═══ LISTED ENTRIES

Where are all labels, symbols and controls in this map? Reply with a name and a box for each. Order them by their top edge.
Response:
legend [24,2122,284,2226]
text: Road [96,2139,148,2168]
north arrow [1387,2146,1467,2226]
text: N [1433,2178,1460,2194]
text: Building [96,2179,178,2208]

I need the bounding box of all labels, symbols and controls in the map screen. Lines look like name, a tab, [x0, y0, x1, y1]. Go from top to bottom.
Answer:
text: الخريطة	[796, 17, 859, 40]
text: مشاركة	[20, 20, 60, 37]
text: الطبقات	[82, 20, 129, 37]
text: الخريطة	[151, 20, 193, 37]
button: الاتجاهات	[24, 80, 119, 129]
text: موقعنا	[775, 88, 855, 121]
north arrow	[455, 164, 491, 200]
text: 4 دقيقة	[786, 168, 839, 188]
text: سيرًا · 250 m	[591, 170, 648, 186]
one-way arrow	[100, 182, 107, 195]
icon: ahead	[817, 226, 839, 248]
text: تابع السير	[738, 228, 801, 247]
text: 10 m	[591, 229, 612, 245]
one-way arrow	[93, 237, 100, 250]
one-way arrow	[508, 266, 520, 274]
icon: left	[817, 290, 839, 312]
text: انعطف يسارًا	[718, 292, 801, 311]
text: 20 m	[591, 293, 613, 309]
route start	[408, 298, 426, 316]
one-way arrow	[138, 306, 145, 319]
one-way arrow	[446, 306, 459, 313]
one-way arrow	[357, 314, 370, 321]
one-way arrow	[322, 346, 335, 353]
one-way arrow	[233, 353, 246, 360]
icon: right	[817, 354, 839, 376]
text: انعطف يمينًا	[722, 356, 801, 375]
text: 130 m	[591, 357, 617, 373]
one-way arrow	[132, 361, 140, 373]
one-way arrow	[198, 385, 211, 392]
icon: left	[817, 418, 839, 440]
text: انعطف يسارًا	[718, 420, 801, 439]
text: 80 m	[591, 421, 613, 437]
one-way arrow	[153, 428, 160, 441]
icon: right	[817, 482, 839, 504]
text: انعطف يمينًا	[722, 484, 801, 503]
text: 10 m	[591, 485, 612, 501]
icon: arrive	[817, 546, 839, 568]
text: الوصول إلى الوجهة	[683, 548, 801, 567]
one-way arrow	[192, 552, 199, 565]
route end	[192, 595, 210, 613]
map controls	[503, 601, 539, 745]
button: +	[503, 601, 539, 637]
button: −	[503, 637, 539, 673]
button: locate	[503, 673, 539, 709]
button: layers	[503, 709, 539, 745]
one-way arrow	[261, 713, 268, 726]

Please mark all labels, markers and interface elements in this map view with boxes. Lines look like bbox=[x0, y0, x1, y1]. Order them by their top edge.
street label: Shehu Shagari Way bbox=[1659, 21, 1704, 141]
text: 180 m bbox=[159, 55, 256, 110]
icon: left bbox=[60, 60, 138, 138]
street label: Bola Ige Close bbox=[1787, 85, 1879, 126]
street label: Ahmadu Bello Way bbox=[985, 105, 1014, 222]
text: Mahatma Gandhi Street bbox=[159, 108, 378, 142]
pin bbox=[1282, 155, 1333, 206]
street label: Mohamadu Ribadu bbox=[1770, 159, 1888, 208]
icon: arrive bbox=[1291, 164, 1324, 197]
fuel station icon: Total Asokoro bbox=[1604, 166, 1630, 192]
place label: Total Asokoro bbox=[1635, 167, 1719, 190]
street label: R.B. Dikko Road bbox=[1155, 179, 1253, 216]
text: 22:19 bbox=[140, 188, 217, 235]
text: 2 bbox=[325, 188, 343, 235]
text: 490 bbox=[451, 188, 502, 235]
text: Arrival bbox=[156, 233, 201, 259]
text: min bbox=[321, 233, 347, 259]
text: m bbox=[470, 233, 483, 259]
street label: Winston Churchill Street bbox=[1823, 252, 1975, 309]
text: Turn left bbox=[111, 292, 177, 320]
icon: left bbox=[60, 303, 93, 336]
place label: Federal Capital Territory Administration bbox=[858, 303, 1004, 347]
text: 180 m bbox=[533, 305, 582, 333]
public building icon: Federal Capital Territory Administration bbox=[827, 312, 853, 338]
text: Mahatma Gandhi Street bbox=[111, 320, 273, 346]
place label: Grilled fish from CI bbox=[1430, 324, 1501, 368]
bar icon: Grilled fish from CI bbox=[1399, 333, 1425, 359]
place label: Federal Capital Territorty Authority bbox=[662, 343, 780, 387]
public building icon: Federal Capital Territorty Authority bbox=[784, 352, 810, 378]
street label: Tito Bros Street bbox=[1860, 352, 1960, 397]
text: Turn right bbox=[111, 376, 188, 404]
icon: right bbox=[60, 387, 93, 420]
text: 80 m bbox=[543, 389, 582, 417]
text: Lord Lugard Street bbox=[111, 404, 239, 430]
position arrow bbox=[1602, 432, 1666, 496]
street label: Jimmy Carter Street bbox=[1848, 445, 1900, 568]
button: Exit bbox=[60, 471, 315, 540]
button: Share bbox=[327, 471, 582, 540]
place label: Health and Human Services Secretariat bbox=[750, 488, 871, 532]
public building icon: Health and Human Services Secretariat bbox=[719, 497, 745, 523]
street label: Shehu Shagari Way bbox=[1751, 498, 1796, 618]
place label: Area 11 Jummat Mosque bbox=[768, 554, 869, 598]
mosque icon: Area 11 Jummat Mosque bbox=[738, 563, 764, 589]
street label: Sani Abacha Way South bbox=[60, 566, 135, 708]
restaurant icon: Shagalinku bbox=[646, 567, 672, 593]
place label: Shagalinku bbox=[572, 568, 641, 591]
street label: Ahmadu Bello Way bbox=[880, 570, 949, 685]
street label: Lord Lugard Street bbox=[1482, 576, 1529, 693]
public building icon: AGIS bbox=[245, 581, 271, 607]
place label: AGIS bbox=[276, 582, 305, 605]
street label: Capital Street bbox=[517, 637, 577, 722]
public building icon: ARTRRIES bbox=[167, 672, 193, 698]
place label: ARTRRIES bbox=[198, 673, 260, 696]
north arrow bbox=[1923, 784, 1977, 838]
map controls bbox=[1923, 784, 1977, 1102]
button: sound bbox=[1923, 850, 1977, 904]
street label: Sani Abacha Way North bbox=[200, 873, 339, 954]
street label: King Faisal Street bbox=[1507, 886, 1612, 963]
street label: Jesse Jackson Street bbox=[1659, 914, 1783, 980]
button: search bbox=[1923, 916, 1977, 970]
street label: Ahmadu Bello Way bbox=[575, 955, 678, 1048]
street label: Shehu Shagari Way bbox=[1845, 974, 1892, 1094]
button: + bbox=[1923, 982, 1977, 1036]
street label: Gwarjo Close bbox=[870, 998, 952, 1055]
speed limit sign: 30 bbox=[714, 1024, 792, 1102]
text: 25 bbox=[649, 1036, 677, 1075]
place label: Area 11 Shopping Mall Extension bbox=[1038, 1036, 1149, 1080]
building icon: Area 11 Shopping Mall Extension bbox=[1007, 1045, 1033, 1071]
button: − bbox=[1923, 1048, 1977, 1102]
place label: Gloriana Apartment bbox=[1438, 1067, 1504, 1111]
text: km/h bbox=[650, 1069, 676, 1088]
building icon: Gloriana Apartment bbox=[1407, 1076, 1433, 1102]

══════

YOUR ASSIGNMENT: What lines in the material above contain the word "Territory"? Copy them out.

SOLUTION TO THIS EXERCISE:
place label: Federal Capital Territory Administration bbox=[858, 303, 1004, 347]
public building icon: Federal Capital Territory Administration bbox=[827, 312, 853, 338]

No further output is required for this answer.